Last weekend, I took a drive up to Stockton to scope out a place I could call home for the next few months. My demands were very simple: I wanted to rent a house in a foreclosure nightmare, one of those brand new McMansion neighborhoods that have sprouted from cabbage patches and rocky desert landscapes all across the country in the past few years.
I’ve been watching the rise and fall of this miserable incarnation of the American Dream from afar. From Russia, I looked on as the rabid middle class snapped up monstrously ugly properties in the most depressing out-of-the-way spots imaginable, paying double and triple their value. They strained to make ends meet for a few years and then vanished as if fleeing from some monstrous plague, leaving their flat screen TVs, computers, family albums and everything else they used to pad their sub-suburban exile. Nothing illustrated how much of a mind-fuck this housing bubble was for those foolish enough to get caught up in it than this short doc by a Southern California TV station filmed in October, 2008.
All this time, I felt like I’d been missing out on the action. The American Dream was being destroyed, its advance routed at the fringes of metropolitan areas all across America, and I wanted to get in on the debacle: to walk on the freshly paved deserted streets and smell the new asphalt; to breathe in the raspy dryness of blocks and blocks worth of yellow lawns; to break into abandoned homes, some of them ransacked by looters, others turned into prime real estate for squatters and all sorts of critters. In the words of Rafter Man, I wanted to get into the shit. But all I’d done was watch it on my computer, filtered through the fluffy blather of hack reporters. Well, not any more. And Stockton was my ticket there.
Stockton was ground zero for the housing boom and now the subsequent bust. Home prices more than tripled between 1998 and 2005 and then came crashing down last year. Stockton had the country’s highest foreclosure rate last year at 9.5%, according to RealtyTrac, an online marketer of foreclosed property.
So said Forbes magazine, and went on to name Stockton “America’s Most Miserable City.” This drive-by agricultural and port town located in the Central Valley about an hour south of Sacramento had the distinct honor of edging out such Miserable City Hall-of-Famers like Flint, Michigan (whose misery was immortalized by Michael Moore’s film “Roger & Me”). It was an unexpected honor for a town virtually unknown outside of California. But there it was, anyway, ranking in the bottom of virtually all of Forbes’ criteria: foreclosures, unemployment, corruption, commute time and violent crime. In short, it couldn’t be any more perfect as far as I was concerned. There was another huge plus to the city that Forbes didn’t mention: Stockton is the de facto Meth Capitol of America (in part thanks to the huge distribution potential the Port of Stockton offers to meth manufacturers). I couldn’t help myself from yelling out in excitement: “Hell, yes! I’m there.” Not only would I be in the shit, I’d be able to experience it 24 hours a day, 7 days a week, for at least a month straight. I’d be getting it all!

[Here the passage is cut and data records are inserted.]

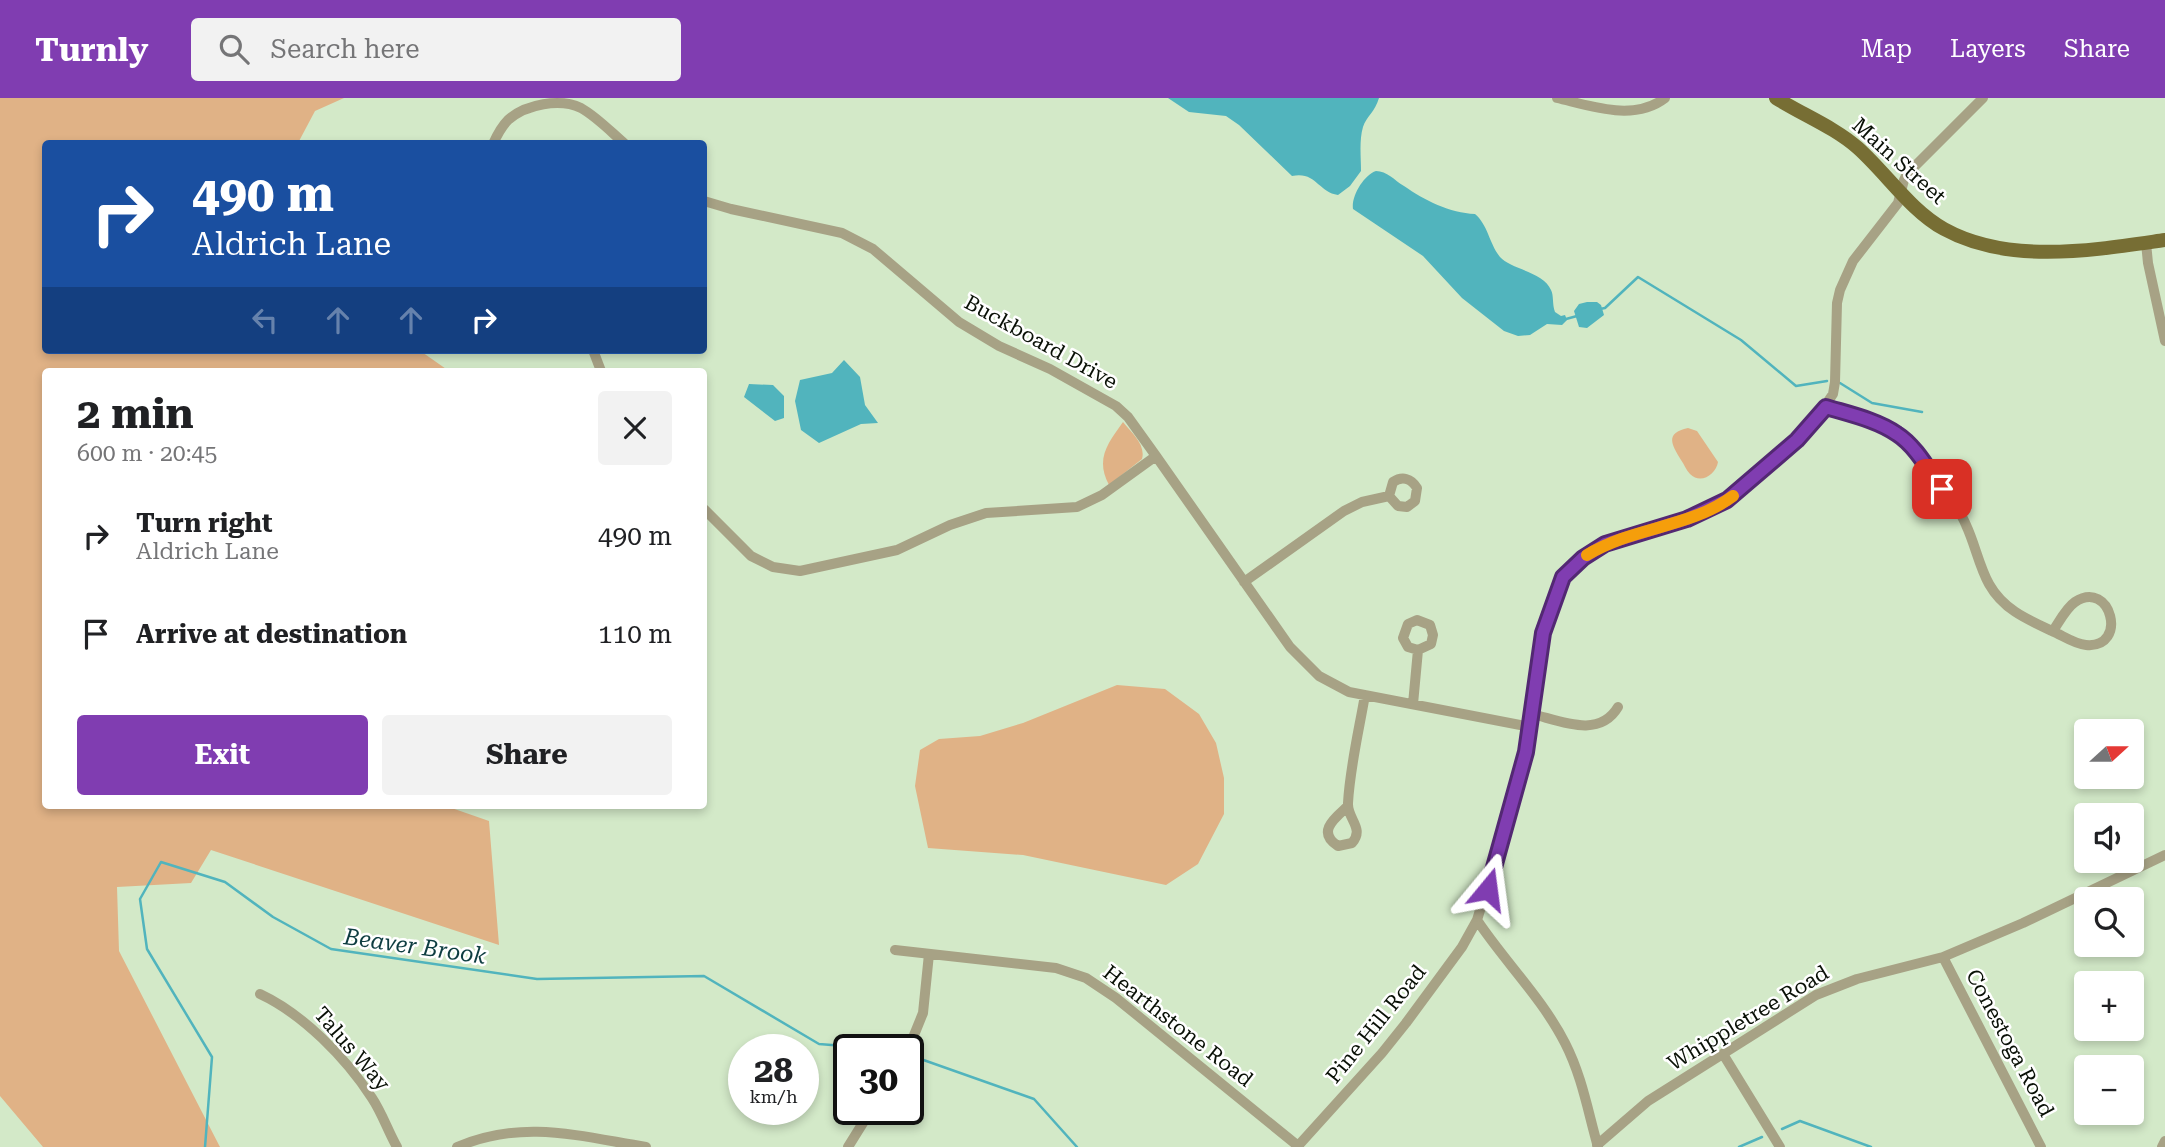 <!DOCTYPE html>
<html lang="en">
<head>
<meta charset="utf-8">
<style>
  :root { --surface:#fff; --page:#f2f2f2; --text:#202124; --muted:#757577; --accent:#803db1 }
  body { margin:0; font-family:"Roboto Serif",serif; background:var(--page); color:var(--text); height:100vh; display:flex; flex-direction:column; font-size:26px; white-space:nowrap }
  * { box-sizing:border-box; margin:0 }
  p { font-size:23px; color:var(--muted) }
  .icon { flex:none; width:38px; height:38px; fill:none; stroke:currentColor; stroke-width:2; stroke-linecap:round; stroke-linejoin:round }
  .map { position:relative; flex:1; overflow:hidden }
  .sheet { position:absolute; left:42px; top:270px; width:665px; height:441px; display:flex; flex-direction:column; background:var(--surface); border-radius:7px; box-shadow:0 4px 10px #0003 }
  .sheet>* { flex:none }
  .hud { position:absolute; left:42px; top:42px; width:665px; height:214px; border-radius:7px; box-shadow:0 4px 10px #0003; background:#1a4fa0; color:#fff; overflow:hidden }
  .needle { width:46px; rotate:69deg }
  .fabs { position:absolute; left:2074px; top:621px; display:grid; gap:14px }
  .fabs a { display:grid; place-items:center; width:70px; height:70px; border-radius:7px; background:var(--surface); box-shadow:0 4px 10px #0003; font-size:35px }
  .speed { position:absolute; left:728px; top:936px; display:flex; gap:14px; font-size:35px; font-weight:700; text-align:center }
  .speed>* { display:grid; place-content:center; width:91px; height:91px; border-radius:50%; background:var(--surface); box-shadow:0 4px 10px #0003; line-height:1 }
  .speed small { font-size:18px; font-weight:400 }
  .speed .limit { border:4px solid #111; border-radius:10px; background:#fff; color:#111 }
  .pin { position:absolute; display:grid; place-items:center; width:60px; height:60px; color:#fff; margin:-30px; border-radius:14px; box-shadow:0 4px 10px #0006 }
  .me { position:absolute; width:77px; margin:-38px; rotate:16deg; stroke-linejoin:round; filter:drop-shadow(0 0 5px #0008) }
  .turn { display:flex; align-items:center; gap:24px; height:147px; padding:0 35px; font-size:32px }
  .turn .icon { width:91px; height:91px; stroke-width:2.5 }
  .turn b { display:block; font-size:49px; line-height:60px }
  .lanes { display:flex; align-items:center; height:66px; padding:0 35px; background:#0003; justify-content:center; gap:35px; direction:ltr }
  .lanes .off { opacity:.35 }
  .round { display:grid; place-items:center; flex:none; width:74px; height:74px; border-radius:7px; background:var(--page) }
  .overview { display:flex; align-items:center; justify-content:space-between; height:119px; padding:0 35px }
  h1 { font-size:42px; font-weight:700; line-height:52px }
  .cta { display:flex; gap:14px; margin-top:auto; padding:14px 35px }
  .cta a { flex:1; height:80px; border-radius:7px; background:var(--accent); color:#fff; font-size:28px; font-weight:700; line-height:80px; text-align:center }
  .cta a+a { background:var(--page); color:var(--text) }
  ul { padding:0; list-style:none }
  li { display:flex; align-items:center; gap:21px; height:98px; padding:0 35px }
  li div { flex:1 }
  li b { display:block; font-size:26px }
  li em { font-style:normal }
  header { display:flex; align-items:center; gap:42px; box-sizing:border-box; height:98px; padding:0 35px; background:var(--accent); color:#fff }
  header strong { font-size:33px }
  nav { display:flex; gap:38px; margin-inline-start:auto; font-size:24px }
  .search { width:490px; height:63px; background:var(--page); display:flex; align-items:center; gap:18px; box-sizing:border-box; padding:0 24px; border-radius:7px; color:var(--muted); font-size:26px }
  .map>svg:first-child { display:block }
  .green { fill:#e0b286 }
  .water { fill:#51b4bd }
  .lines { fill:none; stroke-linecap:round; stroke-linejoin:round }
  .stream { stroke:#51b4bd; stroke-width:2.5 }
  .minor { stroke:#a7a285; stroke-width:10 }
  .major { stroke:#776e34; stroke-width:14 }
  .route-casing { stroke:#532873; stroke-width:18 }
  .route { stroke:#803db1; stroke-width:12 }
  .slow { stroke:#f59e0b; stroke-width:12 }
  .labels { text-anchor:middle; stroke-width:5; stroke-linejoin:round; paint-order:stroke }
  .street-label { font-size:21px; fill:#091006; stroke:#fff }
  .water-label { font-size:23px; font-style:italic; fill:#0e3d41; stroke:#fff }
</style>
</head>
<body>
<header>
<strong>Turnly</strong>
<div class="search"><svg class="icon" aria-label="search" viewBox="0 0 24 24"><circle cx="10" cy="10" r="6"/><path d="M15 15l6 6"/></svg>Search here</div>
<nav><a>Map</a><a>Layers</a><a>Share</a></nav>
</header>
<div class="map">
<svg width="2165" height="1049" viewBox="0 0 2165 1049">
  <rect width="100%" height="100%" fill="#d3e9c8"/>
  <!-- green -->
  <path class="green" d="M0 0H344L315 13 298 45 46 46V252H419L449 273H46V707H443L489 723 499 847 211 752 191 785 117 789 119 853 220 1049H43L0 998Z
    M1123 324C1132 335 1146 347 1142 361L1109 387C1095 361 1108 345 1123 324Z
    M1688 330 1697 333 1718 364C1716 376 1701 387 1690 376 1686 372 1684 366 1681 362 1671 346 1665 335 1688 330Z
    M1117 587 1165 591 1199 616 1216 645 1224 680V716L1198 766 1166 787 1023 757 928 750 915 688 920 652 939 641 980 638 1023 625Z"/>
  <!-- water -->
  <path class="water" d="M1168 0H1379C1375 14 1366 19 1363 29 1359 42 1361 59 1361 73L1350 88 1338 97C1318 94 1316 73 1292 78L1239 27 1226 18 1189 14Z
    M1376 73C1387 73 1394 82 1404 88 1424 102 1450 115 1475 116 1488 127 1489 145 1500 159 1510 171 1544 174 1551 192 1554 198 1552 206 1555 214L1561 218 1565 217 1567 222 1562 227 1547 226 1530 237 1518 238 1504 233 1462 200 1423 158 1353 111C1351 98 1364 77 1376 73Z
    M1587 204H1597L1601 207 1604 217 1587 230 1579 229 1574 213 1579 206Z
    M844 262 860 279 865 307 878 325 861 326 819 345 801 332 795 303 800 282 832 275Z
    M749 286 773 287 784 298V320L775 323 744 299Z"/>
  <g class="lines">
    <!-- stream -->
    <path class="stream" d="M1600 211 1605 210 1638 179 1741 242 1796 288 1827 283
      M1566 221 1577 218
      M1840 285 1872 305 1922 314
      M915 959 1034 1001 1077 1049
      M1782 1031 1800 1023 1871 1049
      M205 1049 212 959 147 851 140 801 161 764 225 784 273 819 331 851 537 881 704 878 819 946 894 952
      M1739 1049 1762 1039"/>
    <!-- minor -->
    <path class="minor" d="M1557 0C1591 8 1634 24 1665 0
      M493 46C497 37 501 29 508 22 526 6 560 0 581 10 597 19 611 34 625 46
      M704 103 731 111 842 135 873 151 959 224 999 248 1050 271 1116 308 1128 319 1156 358 1290 549 1319 578 1349 594 1531 629
      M2146 145 2148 165 2165 243
      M593 252 601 273
      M1826 309C1848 316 1875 322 1895 334 1913 345 1958 407 1966 427 1975 446 1979 468 1989 486 2003 511 2026 521 2052 533 2062 537 2074 546 2086 547 2129 551 2111 480 2075 504 2066 510 2059 524 2053 533
      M704 411 751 458 773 469 800 473 897 452 950 427 986 415 1077 409 1102 397 1156 358
      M1244 484 1344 413 1362 404 1389 398 1398 408 1407 409 1415 403 1417 390C1411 380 1402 378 1393 384L1389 398
      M1413 606 1418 552 1431 546 1433 537 1430 527 1417 522 1408 526 1403 540 1408 549 1418 552
      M1532 616C1561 623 1599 641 1618 609
      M1347 709C1335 720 1316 734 1338 748L1352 745C1365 730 1347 721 1348 705 1350 669 1359 632 1365 597
      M1477 822C1505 864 1542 900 1565 945 1582 978 1588 1014 1598 1049
      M895 852 1056 870 1086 880 1116 900 1298 1048
      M1943 859 2041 1049
      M260 896C303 916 346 960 372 1000 382 1015 388 1033 397 1049
      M908 952 923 915 929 856
      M1723 956 1780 1049
      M1597 1047 1648 1003 1816 897 1857 881 1943 859 2023 825 2165 757
      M457 1049C523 1021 578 1038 646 1049
      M848 1049 871 1012
      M1297 1049 1382 955 1406 925 1462 849 1477 822 1513 705 1531 629 1543 535 1563 479 1583 460 1605 446 1687 421 1727 402 1766 370 1816 321 1833 296 1835 284 1837 205 1840 192 1853 163 1898 105 1904 82 1907 76 1983 0
      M2162 1049 2165 1043"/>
    <!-- major -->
    <path class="major" d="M1776 0C1803 17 1834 29 1858 50 1887 76 1910 112 1944 131 2009 167 2095 152 2165 142"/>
  </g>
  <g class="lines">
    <defs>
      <path id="route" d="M1488 791 1526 654 1543 535 1563 479 1583 460 1605 446 1687 421 1727 402 1797 342 1826 309C1849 316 1877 322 1897 336 1916 348 1929 373 1942 391"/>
    </defs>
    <!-- route casing -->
    <use href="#route" class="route-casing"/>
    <!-- route -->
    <use href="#route" class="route"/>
    <!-- slow -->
    <path class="slow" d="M1587 457C1632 429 1690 430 1733 398"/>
  </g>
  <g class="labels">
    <!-- street labels -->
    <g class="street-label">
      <text transform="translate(1899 63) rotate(42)" y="7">Main Street</text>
      <text transform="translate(1041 244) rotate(29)" y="7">Buckboard Drive</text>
      <text transform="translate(1748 920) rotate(-31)" y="7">Whippletree Road</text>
      <text transform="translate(1376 926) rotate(-51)" y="7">Pine Hill Road</text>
      <text transform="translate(1178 928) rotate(38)" y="7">Hearthstone Road</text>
      <text transform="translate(2010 945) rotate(62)" y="7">Conestoga Road</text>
      <text transform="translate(352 951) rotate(49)" y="7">Talus Way</text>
    </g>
    <!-- water labels -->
    <g class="water-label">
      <text transform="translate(415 848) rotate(8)" y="8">Beaver Brook</text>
    </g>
  </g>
</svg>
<div class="fabs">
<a><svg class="needle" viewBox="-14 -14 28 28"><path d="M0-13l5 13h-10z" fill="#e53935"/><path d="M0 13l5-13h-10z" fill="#757577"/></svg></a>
<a><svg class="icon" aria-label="sound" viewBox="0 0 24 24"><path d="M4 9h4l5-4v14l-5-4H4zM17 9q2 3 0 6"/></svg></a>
<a><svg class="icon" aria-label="search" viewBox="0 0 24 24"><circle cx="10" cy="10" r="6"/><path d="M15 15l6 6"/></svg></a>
<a>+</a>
<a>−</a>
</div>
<div class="speed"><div>28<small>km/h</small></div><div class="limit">30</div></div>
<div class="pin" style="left:1942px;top:391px;background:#d93025"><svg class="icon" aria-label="arrive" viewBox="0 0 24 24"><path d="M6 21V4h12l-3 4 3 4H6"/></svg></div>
<svg class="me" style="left:1488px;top:791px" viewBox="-20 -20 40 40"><path d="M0-17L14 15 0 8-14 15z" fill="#803db1" stroke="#fff" stroke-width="4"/></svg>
<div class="hud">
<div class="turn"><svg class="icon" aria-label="right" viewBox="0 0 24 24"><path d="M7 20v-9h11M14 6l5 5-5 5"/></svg><div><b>490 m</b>Aldrich Lane</div></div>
<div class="lanes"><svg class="icon off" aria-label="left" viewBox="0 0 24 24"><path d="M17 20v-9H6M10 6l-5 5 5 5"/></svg><svg class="icon off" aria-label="ahead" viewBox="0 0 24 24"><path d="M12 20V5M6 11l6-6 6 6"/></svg><svg class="icon off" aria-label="ahead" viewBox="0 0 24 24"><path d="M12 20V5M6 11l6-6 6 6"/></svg><svg class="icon" aria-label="right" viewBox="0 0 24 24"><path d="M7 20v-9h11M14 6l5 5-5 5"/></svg></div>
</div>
<section class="sheet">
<div class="overview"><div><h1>2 min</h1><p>600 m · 20:45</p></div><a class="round"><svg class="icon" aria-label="close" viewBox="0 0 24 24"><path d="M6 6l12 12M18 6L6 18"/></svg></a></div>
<ul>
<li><svg class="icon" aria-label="right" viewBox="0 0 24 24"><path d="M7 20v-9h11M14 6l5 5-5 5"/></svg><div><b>Turn right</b><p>Aldrich Lane</p></div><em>490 m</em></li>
<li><svg class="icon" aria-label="arrive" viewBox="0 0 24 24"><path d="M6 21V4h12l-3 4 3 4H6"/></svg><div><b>Arrive at destination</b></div><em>110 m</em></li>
</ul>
<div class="cta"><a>Exit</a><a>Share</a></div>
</section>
</div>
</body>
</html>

A friend of mine, born and raised in Stockton, helped me pick out the three or four most desirable commuter McMansion developments. Most of them were located on the very edges of the Stockton sprawl, mazes of curvy streets and cul de sacs jutting out into the vast fields surrounding the city. Most of them were so new they hadn’t yet been updated on the satellite view of Google Maps, showing up as half-built roads and tracts of sandy land being bulldozed and prepped. Craigslist was filled with rentals coming out of these hoods. All of them had the same specs: two-story, 4 or 5 bedrooms, two-car garage, master bedroom, master bathroom with his and hers sinks and jacuzzi tubs, and access to a community rec center with a pool, jacuzzi, and tennis and basketball courts—the kind you usually find in huge condominium complexes. The rent ranged from $1,000 to $1,500 for the nicer, gated community type. All of them were ready to rent ASAP. So it should’ve been as easy as ringing up the first place I liked and making the five-hour drive from LA to hand over the check. But it didn’t turn out that way.